● **Extracted records**
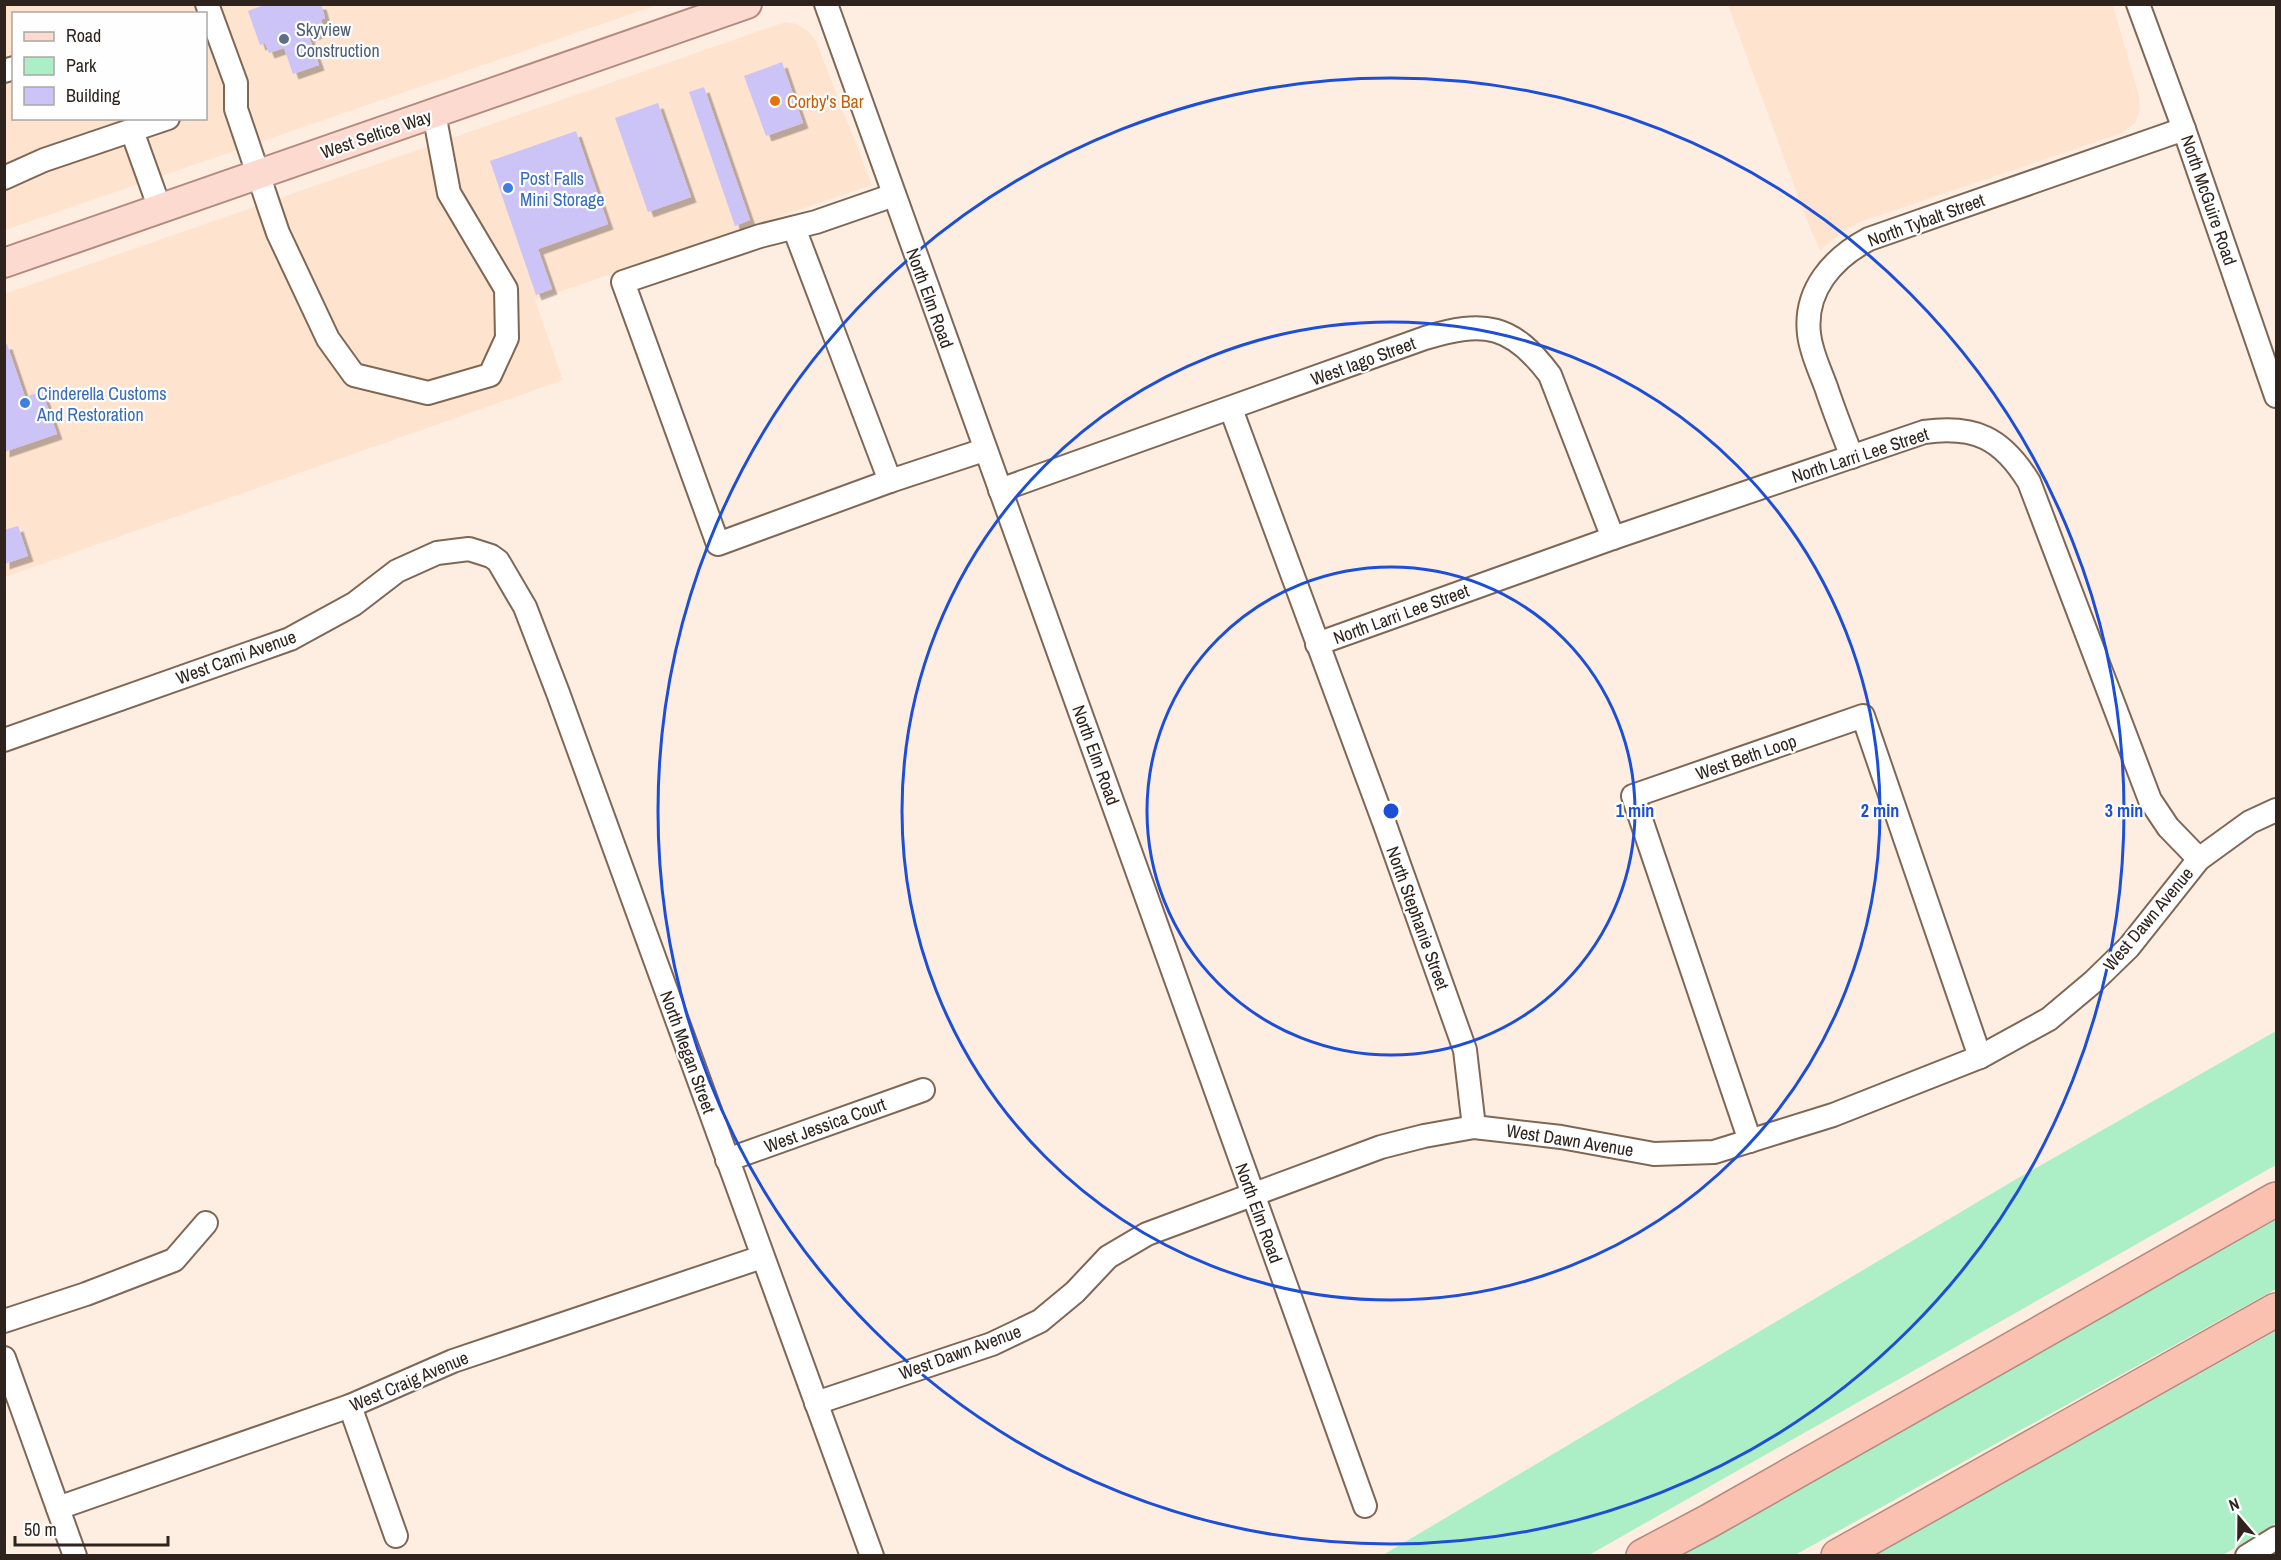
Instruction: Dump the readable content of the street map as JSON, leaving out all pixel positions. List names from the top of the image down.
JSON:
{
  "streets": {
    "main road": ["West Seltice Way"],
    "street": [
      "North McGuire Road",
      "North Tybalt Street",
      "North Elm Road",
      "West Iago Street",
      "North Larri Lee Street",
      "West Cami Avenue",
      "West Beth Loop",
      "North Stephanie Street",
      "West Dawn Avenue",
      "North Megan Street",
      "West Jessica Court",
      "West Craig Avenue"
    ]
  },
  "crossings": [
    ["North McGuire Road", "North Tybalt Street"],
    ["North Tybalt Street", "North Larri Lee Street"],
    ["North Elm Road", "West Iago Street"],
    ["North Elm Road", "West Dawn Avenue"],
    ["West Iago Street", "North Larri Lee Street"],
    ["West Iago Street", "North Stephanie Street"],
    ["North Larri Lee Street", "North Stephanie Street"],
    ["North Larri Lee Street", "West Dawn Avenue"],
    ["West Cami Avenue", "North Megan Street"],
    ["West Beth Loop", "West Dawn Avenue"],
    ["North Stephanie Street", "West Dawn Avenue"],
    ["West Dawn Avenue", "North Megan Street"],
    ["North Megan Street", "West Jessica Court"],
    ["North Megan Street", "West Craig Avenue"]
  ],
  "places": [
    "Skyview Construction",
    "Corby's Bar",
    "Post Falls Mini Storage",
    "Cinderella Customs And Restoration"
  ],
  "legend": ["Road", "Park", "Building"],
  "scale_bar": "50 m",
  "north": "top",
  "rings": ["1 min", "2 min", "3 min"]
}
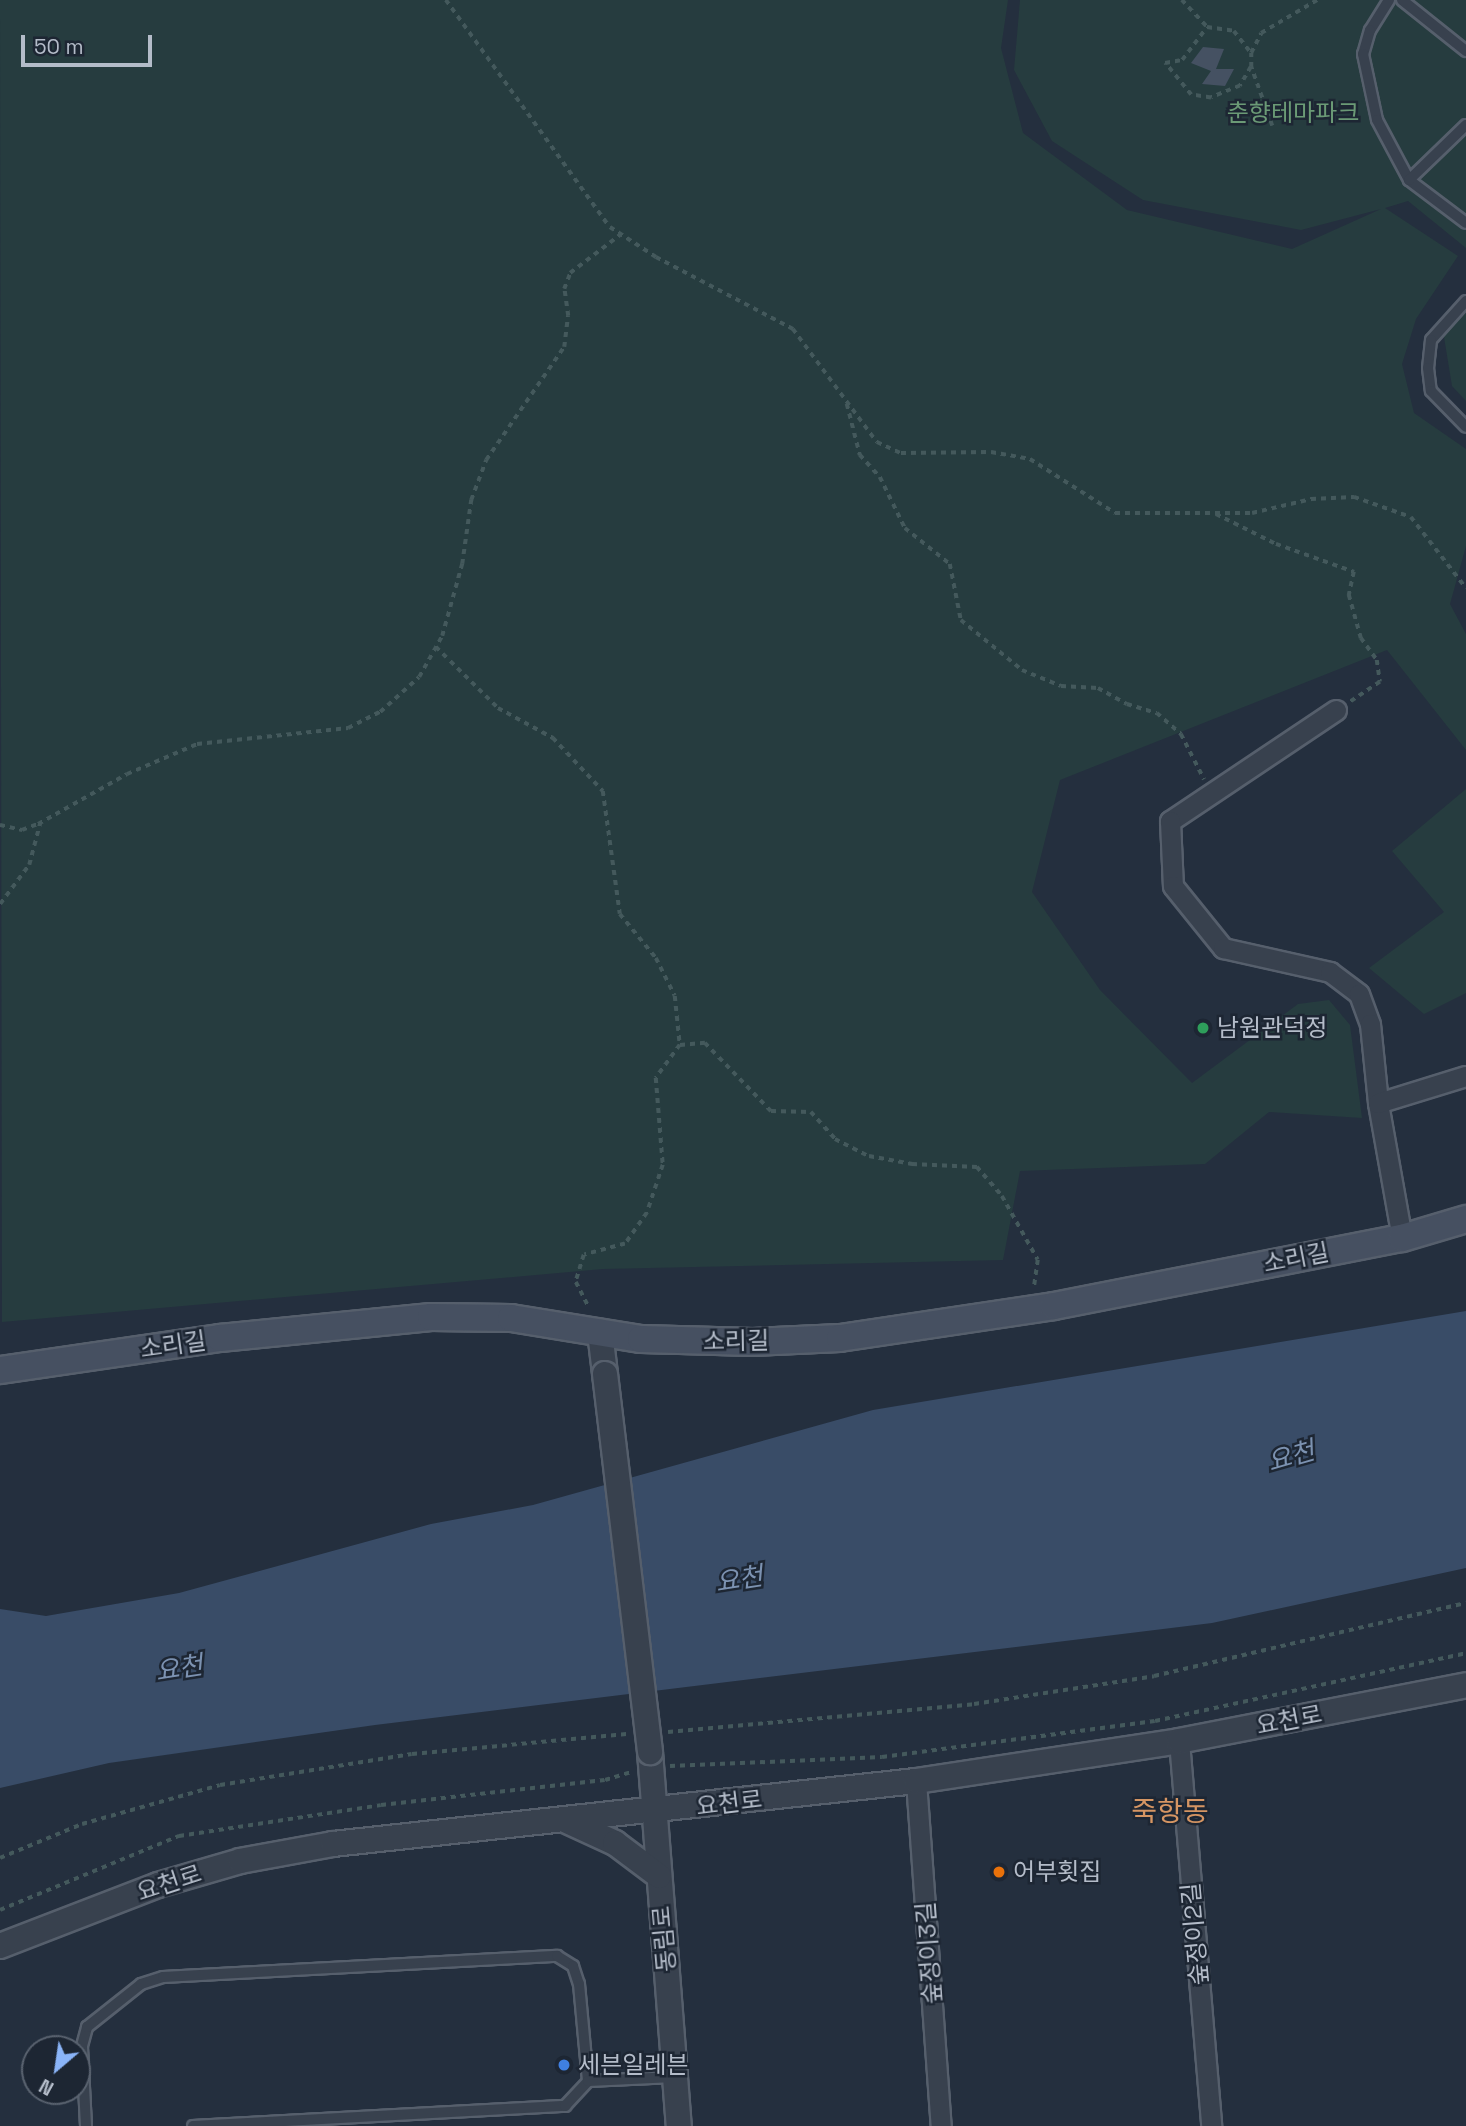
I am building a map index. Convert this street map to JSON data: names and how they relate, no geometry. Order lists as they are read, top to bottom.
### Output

● **Exercise requirements**
Your answer should reproduce every line of the data verbatim and include no images.

● **Reply to the task**
Instruction: Dump the readable content of the street map as JSON, leaving out all pixel positions. List names from the top of the image down.
JSON:
{
  "streets": {
    "main road": ["West Seltice Way"],
    "street": [
      "North McGuire Road",
      "North Tybalt Street",
      "North Elm Road",
      "West Iago Street",
      "North Larri Lee Street",
      "West Cami Avenue",
      "West Beth Loop",
      "North Stephanie Street",
      "West Dawn Avenue",
      "North Megan Street",
      "West Jessica Court",
      "West Craig Avenue"
    ]
  },
  "crossings": [
    ["North McGuire Road", "North Tybalt Street"],
    ["North Tybalt Street", "North Larri Lee Street"],
    ["North Elm Road", "West Iago Street"],
    ["North Elm Road", "West Dawn Avenue"],
    ["West Iago Street", "North Larri Lee Street"],
    ["West Iago Street", "North Stephanie Street"],
    ["North Larri Lee Street", "North Stephanie Street"],
    ["North Larri Lee Street", "West Dawn Avenue"],
    ["West Cami Avenue", "North Megan Street"],
    ["West Beth Loop", "West Dawn Avenue"],
    ["North Stephanie Street", "West Dawn Avenue"],
    ["West Dawn Avenue", "North Megan Street"],
    ["North Megan Street", "West Jessica Court"],
    ["North Megan Street", "West Craig Avenue"]
  ],
  "places": [
    "Skyview Construction",
    "Corby's Bar",
    "Post Falls Mini Storage",
    "Cinderella Customs And Restoration"
  ],
  "legend": ["Road", "Park", "Building"],
  "scale_bar": "50 m",
  "north": "top",
  "rings": ["1 min", "2 min", "3 min"]
}
I am building a map index. Convert this street map to JSON data: names and how they relate, no geometry. Order lists as they are read, top to bottom.
### Output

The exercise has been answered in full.